ESPACE NON AEDIFICANDI : Espace défini graphiquement, interdisant l’implantation des constructions sur certaines parties du territoire, en délimitant des zones où toute construction est interdite, pour respecter par exemple des éléments de topographie (crêtes, talwegs), pour des raisons de sécurité (affaissement de terrain, pentes), pour préserver des vues.
EXPLOITATION AGRICOLE : 1 - L'exploitation agricole est une unité économique dirigée par un exploitant, mettant en valeur la surface minimum d'installation.
Dans le cas d'une association d'exploitants, la surface de mise en valeur doit être au moins égale au produit : Surface minimum d’installation x nombre d'associés.
2 - Les bâtiments nécessaires à l'activité d'une exploitation agricole sont : -les bâtiments d'exploitation,
-les bâtiments d’habitation dans la limite d'une construction par ménage d'exploitants.
EXTENSION : La notion d'extension mesurée des bâtiments existants : Il s'agit à la fois d'extension horizontale, de surélévation, de transformation de surface horsœuvre brute en surface hors-œuvre nette.
La "mesure" est appréciée vis-à-vis de trois critères : - l'habitabilité : L'extension mesurée doit rendre mieux habitable un logement ou doit permettre l'exercice plus commode d'une activité sans en changer l'importance. - Le potentiel du bâtiment : Si le bâtiment comprend des parties réhabilitables non utilisées, on évitera de recourir à des extensions qui ne serait alors pas mesurées eu égard au potentiel du bâtiment. - la qualité du site : Plus le site est sensible ou à surveiller, plus il sera fait preuve de vigilance dans l'étendue, mais surtout dans les modalités de l'extension.
FAITAGE : Ligne de jonction supérieure entre deux pans de toiture inclinés suivant les pentes opposées ; dans les autres cas, limite supérieure d’une toiture.
GARAGES COLLECTIFS DE CARAVANES : Voir dépôts de véhicules.
HABITATION : Construction comportant un ou plusieurs logements desservis par des parties communes.
HABITATIONS LEGERES DE LOISIRS : Art.
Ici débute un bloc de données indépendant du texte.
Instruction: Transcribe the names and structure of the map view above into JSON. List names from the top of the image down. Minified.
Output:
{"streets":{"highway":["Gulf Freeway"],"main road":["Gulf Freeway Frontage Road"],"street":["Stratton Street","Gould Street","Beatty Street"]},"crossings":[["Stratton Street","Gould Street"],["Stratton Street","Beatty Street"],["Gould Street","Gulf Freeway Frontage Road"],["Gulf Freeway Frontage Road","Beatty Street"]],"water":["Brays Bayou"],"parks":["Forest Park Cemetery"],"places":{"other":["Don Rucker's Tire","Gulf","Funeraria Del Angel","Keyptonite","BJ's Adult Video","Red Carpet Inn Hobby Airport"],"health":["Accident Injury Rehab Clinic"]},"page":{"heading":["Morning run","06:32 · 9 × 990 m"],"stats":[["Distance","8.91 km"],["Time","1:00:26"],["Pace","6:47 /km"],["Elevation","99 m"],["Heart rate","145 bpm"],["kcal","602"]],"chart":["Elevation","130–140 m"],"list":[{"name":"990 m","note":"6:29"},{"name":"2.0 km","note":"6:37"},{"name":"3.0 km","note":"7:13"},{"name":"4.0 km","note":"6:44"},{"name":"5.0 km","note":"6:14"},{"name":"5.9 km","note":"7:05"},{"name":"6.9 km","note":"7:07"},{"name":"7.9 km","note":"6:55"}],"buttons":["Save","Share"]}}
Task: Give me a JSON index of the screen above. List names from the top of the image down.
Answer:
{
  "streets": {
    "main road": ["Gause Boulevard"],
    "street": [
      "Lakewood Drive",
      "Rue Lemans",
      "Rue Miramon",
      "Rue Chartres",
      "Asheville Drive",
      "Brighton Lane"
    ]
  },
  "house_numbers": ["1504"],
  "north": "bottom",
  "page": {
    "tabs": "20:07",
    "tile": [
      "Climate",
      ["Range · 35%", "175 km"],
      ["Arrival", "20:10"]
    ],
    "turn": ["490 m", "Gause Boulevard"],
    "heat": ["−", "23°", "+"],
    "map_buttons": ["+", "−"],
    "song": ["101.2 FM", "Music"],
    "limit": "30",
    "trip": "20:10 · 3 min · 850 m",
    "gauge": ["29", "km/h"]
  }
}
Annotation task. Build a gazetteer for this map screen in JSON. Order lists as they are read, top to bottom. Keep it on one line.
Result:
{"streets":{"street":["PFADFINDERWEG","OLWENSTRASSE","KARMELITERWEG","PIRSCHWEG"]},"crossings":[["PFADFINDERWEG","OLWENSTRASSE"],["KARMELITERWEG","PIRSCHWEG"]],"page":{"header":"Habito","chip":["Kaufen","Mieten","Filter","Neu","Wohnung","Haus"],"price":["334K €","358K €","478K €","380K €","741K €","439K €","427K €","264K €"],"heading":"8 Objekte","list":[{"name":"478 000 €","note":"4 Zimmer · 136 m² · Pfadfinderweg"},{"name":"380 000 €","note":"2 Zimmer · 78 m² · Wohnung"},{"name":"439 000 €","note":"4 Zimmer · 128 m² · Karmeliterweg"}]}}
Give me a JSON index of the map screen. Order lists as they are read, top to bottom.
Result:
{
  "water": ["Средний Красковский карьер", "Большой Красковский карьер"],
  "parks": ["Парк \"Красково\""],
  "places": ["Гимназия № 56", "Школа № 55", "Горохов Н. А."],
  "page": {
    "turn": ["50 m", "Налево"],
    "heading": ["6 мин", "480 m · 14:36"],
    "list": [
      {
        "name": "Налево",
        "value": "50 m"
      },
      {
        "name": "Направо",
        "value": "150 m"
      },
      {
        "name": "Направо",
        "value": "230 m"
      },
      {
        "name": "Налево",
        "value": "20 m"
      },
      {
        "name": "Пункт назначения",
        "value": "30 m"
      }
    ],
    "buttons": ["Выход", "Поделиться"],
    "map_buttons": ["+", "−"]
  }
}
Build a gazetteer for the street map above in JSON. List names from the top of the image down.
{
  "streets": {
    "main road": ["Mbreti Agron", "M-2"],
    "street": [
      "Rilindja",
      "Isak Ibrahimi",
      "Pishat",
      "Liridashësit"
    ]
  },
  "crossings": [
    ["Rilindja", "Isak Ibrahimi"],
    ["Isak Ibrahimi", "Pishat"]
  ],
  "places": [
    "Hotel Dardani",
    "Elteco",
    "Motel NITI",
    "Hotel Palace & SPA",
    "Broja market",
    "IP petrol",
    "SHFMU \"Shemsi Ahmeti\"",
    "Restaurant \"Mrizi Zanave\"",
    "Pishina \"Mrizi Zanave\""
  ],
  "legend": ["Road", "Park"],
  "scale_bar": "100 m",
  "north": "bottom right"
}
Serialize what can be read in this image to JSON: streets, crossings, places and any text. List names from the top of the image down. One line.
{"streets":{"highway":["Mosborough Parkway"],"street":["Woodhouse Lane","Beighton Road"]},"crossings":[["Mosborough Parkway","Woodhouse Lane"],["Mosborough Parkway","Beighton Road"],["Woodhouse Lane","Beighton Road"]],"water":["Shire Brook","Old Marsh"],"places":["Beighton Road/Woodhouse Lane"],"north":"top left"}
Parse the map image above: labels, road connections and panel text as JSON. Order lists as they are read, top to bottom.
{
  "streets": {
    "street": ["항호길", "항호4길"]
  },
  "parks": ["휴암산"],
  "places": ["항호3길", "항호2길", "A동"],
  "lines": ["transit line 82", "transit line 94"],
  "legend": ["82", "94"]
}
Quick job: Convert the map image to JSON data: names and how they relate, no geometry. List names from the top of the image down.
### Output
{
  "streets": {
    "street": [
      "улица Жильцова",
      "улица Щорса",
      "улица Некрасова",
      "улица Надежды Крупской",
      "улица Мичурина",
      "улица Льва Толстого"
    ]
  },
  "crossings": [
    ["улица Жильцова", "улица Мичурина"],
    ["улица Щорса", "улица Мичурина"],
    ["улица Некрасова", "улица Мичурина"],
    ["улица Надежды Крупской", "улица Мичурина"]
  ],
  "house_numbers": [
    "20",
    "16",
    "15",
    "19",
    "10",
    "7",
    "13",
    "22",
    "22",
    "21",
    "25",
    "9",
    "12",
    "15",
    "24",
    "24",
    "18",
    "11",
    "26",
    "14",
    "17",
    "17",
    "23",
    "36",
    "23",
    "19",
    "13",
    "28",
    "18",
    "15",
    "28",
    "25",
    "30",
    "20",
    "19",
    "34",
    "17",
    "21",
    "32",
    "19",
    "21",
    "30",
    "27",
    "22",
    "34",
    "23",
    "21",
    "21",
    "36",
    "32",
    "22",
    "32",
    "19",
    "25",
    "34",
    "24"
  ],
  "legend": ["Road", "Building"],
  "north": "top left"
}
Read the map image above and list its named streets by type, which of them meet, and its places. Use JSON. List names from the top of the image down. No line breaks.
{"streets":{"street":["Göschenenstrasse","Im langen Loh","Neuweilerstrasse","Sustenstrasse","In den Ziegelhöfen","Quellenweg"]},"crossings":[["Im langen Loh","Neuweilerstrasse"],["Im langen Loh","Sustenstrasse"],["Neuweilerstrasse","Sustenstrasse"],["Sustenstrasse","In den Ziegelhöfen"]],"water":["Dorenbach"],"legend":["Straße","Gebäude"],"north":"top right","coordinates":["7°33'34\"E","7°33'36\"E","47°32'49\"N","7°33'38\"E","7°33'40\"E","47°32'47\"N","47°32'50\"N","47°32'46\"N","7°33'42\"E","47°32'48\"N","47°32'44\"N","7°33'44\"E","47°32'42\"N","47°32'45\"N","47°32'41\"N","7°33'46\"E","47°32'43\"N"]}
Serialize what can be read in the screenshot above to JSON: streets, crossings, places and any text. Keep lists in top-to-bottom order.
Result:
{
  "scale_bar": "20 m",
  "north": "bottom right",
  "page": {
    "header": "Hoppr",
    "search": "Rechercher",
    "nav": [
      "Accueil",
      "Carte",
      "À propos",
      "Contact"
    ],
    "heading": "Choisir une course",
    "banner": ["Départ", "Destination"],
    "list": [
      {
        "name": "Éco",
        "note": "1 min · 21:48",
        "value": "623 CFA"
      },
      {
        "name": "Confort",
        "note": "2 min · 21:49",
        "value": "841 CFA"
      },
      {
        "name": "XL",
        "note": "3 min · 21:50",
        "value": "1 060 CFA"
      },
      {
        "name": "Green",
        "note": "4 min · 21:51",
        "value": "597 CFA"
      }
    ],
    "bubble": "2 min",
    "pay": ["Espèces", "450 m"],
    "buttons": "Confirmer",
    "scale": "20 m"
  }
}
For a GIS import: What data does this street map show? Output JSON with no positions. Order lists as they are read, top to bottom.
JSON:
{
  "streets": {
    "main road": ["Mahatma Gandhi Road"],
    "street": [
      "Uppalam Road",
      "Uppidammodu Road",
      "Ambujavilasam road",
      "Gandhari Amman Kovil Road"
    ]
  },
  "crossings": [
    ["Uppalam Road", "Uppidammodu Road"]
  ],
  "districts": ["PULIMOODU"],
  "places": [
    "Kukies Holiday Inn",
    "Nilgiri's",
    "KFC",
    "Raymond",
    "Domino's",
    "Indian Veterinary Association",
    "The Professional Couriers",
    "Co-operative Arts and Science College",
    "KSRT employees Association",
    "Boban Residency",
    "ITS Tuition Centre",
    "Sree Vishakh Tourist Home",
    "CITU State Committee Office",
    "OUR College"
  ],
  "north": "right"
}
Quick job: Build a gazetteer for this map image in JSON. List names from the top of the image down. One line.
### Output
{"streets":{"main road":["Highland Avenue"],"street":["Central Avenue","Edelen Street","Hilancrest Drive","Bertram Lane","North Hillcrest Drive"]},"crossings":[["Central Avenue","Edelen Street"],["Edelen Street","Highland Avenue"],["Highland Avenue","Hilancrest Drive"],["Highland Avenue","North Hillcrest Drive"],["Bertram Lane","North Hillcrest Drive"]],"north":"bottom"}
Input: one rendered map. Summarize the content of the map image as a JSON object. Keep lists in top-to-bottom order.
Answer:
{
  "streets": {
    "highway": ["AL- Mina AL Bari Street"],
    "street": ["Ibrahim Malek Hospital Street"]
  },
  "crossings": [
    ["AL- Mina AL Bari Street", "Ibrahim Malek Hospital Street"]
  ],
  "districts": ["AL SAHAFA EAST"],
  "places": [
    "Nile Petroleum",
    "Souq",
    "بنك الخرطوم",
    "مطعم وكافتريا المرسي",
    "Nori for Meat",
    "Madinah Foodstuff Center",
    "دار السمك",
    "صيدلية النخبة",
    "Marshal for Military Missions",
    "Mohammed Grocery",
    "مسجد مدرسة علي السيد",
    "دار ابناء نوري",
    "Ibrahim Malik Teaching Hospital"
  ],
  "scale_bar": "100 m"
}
R111-31 du code de l’urbanisme Sont regardées comme des habitations légères de loisirs les constructions démontables ou transportables, destinées à une occupation temporaire ou saisonnière à usage de loisir.
HAUTEUR : La hauteur se mesure au faîtage, à partir du sol naturel avant terrassement. La hauteur n’inclut pas les cheminées, les cages d’escaliers, et d’ascenseurs, ni les saillies traditionnelles.
La hauteur d'un bâtiment est mesurée dans l'axe de la façade principale depuis le faîtage jusqu'au sol de la voirie ou au sol naturel avant travaux.
L'altitude de référence du terrain est : le terrain naturel, dans l'emprise du projet, tel qu'il existe avant tous les travaux de nature à surélever ou à l'abaisser artificiellement au regard de la topographie des parcelles avoisinantes.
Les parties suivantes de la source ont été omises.